*** Opening of Exercise materials ***

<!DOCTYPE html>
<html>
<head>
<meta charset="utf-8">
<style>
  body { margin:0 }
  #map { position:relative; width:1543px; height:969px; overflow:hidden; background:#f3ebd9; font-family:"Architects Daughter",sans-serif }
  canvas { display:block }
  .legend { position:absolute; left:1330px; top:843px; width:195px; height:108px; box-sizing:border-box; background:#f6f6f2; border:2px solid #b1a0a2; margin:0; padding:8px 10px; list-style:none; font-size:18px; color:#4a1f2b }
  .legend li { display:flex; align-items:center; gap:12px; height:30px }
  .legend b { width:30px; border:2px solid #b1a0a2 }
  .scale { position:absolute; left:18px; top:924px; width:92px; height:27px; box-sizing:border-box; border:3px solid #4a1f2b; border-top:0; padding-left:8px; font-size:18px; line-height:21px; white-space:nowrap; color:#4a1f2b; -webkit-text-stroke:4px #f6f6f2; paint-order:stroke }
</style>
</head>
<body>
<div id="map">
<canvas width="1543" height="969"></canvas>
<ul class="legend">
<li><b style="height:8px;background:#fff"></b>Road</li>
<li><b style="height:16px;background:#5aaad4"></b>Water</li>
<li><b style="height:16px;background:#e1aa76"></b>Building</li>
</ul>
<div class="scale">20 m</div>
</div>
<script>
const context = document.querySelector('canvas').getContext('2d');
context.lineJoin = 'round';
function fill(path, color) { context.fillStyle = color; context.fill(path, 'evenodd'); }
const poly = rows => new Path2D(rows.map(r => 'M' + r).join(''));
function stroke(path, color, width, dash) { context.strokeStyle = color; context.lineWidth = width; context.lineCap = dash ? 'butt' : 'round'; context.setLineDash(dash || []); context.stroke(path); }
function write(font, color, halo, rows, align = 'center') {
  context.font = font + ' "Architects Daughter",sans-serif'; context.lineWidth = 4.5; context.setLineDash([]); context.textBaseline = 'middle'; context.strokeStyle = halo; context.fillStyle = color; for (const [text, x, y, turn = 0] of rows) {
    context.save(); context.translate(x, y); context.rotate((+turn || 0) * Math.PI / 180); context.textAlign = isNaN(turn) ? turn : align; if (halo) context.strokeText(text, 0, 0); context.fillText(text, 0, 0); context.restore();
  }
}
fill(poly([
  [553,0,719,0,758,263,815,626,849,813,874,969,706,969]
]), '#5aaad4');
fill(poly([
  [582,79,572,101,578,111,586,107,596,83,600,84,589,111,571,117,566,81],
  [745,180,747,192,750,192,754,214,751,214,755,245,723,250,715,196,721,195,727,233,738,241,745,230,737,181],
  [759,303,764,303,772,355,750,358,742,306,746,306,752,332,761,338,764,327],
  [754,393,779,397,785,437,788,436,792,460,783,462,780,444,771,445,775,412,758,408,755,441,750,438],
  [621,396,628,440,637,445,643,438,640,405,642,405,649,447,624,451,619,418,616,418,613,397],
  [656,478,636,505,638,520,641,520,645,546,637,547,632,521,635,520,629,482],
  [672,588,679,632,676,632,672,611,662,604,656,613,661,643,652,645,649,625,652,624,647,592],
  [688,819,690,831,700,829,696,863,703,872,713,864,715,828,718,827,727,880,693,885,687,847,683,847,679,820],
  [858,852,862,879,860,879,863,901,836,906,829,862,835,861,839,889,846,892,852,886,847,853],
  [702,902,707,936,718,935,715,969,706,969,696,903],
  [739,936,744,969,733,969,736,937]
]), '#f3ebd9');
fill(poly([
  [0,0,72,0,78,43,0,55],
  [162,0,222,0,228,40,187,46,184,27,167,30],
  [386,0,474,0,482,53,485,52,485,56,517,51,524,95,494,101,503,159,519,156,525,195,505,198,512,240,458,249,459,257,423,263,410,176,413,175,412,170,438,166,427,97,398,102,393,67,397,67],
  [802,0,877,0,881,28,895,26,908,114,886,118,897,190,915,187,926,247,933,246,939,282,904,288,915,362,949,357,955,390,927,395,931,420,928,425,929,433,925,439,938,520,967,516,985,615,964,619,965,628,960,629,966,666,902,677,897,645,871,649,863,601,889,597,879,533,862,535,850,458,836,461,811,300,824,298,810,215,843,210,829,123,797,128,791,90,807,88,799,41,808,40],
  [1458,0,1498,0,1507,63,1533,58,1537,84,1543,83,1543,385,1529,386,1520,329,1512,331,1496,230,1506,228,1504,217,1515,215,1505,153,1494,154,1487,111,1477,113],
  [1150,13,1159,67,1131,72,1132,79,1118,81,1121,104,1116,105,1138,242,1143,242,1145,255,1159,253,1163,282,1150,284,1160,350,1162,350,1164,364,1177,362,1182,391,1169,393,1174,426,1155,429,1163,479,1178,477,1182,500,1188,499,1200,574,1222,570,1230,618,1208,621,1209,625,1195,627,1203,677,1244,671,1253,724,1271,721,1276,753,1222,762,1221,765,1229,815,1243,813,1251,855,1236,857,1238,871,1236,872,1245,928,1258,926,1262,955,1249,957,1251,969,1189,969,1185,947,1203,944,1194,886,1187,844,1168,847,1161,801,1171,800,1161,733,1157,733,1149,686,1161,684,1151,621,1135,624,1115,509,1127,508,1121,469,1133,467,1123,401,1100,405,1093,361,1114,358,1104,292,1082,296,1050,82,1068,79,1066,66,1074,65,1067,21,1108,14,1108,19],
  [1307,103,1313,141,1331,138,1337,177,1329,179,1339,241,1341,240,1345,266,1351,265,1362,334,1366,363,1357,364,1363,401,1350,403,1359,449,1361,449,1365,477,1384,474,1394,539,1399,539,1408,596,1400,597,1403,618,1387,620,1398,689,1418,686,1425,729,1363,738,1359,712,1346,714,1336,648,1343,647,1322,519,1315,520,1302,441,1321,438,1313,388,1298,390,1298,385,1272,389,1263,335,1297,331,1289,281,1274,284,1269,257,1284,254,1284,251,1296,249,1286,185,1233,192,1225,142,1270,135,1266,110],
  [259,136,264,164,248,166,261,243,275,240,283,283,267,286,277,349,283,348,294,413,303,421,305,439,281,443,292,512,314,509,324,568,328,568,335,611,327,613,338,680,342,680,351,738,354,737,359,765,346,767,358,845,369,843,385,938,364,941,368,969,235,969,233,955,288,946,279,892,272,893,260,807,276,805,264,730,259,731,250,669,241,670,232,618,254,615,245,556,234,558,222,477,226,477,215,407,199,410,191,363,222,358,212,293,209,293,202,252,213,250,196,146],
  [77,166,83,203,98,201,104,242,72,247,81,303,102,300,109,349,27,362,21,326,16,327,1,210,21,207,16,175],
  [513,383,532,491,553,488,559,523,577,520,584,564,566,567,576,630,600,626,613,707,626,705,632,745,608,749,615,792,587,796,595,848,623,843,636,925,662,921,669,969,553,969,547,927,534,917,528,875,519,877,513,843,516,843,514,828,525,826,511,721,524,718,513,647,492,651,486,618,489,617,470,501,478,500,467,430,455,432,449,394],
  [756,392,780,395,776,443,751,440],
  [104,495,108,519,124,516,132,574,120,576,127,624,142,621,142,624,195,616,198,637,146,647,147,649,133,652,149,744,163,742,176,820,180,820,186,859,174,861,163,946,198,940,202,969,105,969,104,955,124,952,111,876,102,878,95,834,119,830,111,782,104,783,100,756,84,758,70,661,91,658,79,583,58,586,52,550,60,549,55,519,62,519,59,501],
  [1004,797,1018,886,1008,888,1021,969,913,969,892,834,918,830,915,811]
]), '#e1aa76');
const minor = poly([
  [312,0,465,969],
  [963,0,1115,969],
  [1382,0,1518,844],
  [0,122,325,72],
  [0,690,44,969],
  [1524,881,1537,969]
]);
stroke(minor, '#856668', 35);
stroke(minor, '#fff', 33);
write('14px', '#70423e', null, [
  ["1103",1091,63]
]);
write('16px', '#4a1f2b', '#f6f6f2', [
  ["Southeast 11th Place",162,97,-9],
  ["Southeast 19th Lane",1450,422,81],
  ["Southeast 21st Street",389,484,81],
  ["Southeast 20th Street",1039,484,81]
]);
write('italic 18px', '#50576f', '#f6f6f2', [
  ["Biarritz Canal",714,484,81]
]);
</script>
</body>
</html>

*** Close of Exercise materials ***

**Exercise details**
Filter the listing for the word "lineWidth" and copy each line that has it.

**Exercise response**
function stroke(path, color, width, dash) { context.strokeStyle = color; context.lineWidth = width; context.lineCap = dash ? 'butt' : 'round'; context.setLineDash(dash || []); context.stroke(path); }
  context.font = font + ' "Architects Daughter",sans-serif'; context.lineWidth = 4.5; context.setLineDash([]); context.textBaseline = 'middle'; context.strokeStyle = halo; context.fillStyle = color; for (const [text, x, y, turn = 0] of rows) {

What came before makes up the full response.